Each entry should be repeated exactly. Its pictures should not be.
------------------------------------------------------------
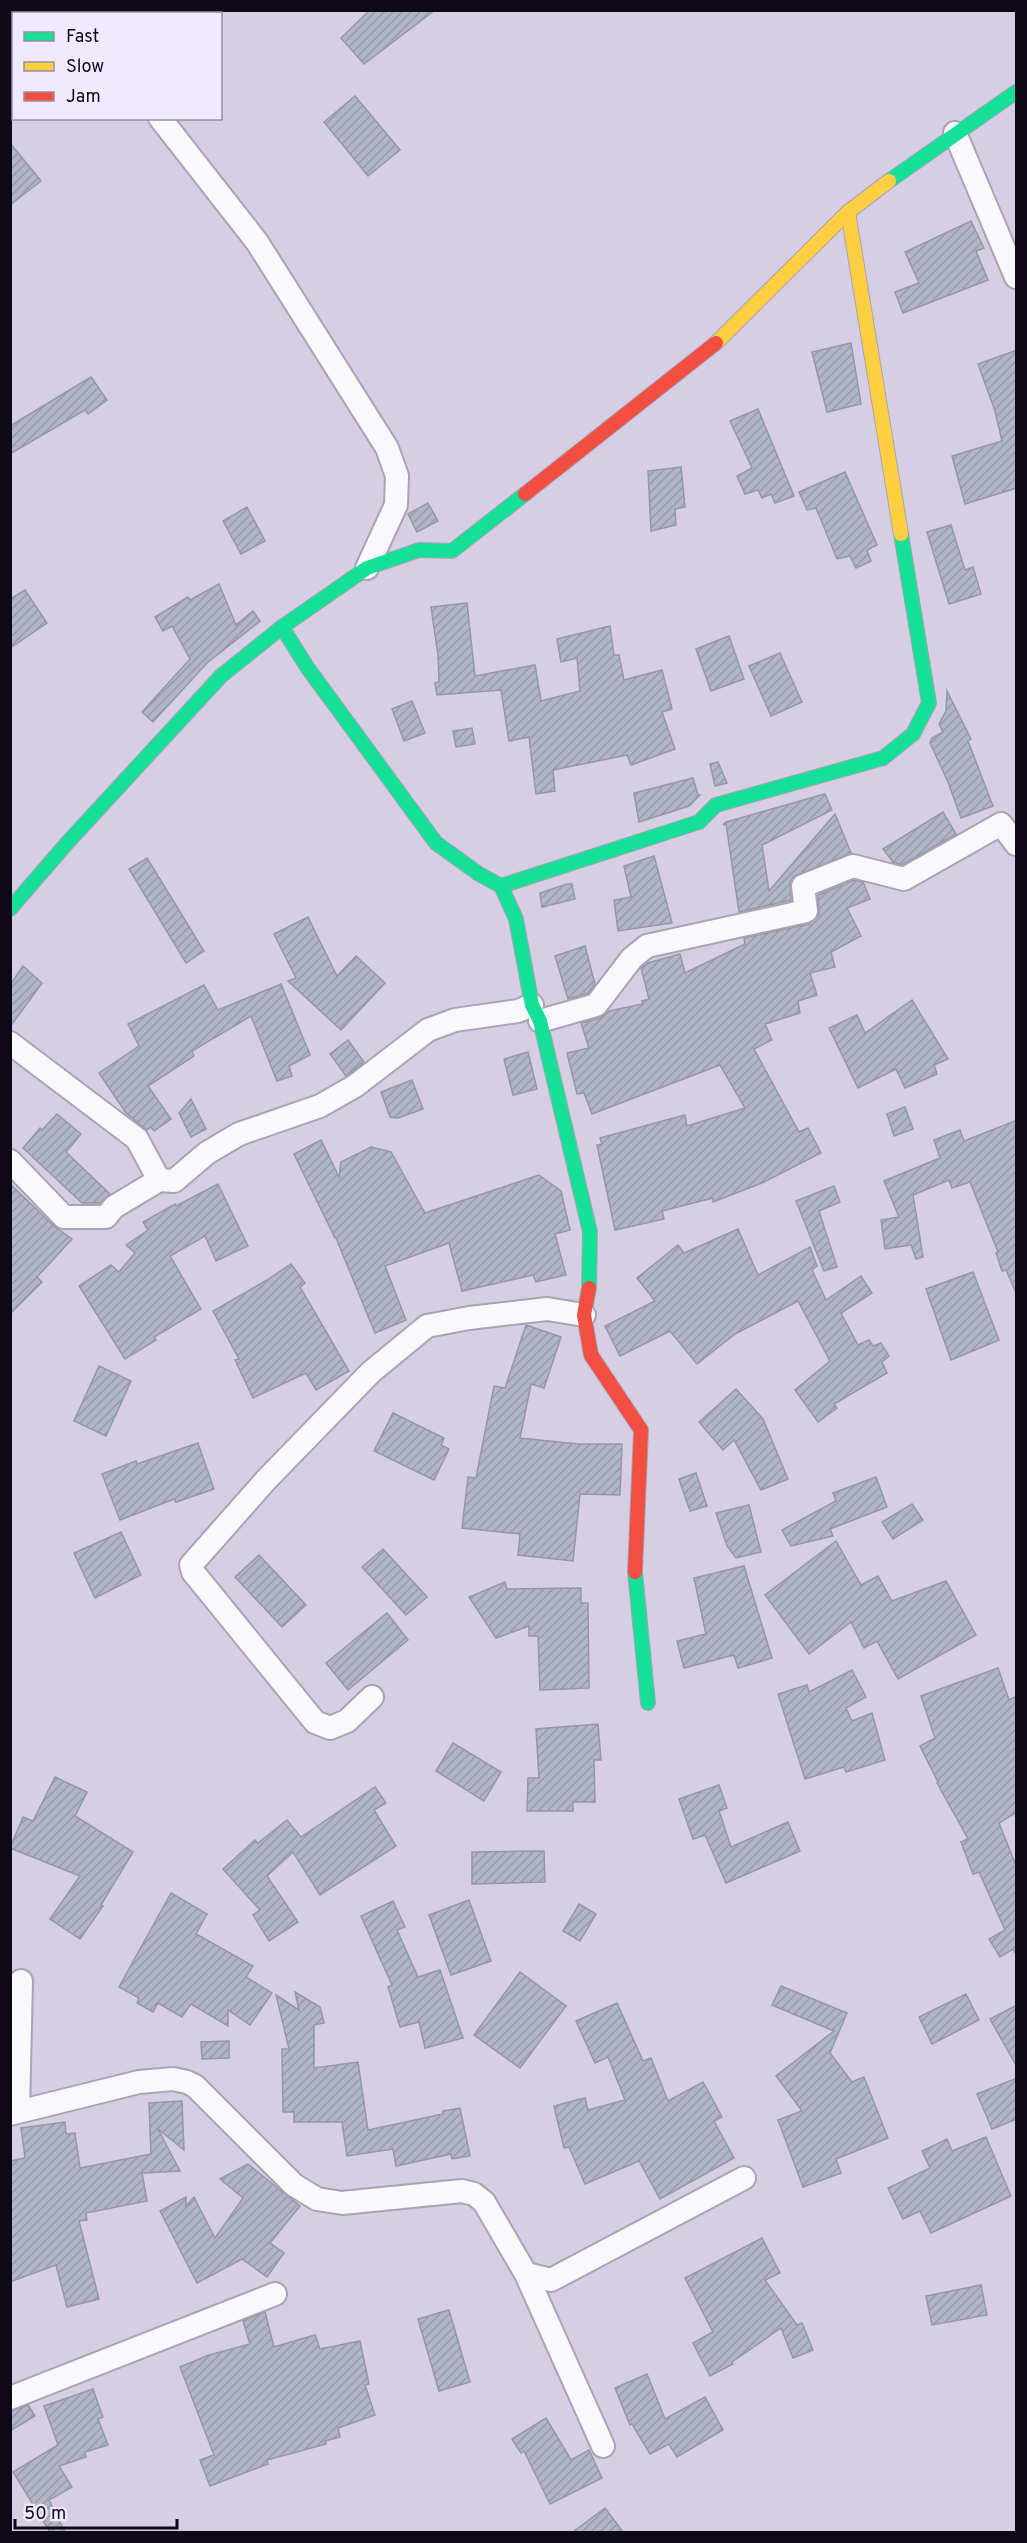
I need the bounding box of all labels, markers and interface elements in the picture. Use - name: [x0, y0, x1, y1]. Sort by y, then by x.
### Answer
- legend: [12, 12, 222, 120]
- text: Fast: [66, 26, 99, 49]
- text: Slow: [66, 56, 104, 79]
- text: Jam: [66, 86, 101, 109]
- scale bar: [15, 2492, 177, 2530]
- text: 50 m: [24, 2503, 66, 2526]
------------------------------------------------------------
# TASK SOLUTION
I need the bounding box of all labels, markers and interface elements in the picture. Use - name: [x0, y0, x1, y1]. Sort by y, then by x.
### Answer
- legend: [12, 12, 222, 120]
- text: Fast: [66, 26, 99, 49]
- text: Slow: [66, 56, 104, 79]
- text: Jam: [66, 86, 101, 109]
- scale bar: [15, 2492, 177, 2530]
- text: 50 m: [24, 2503, 66, 2526]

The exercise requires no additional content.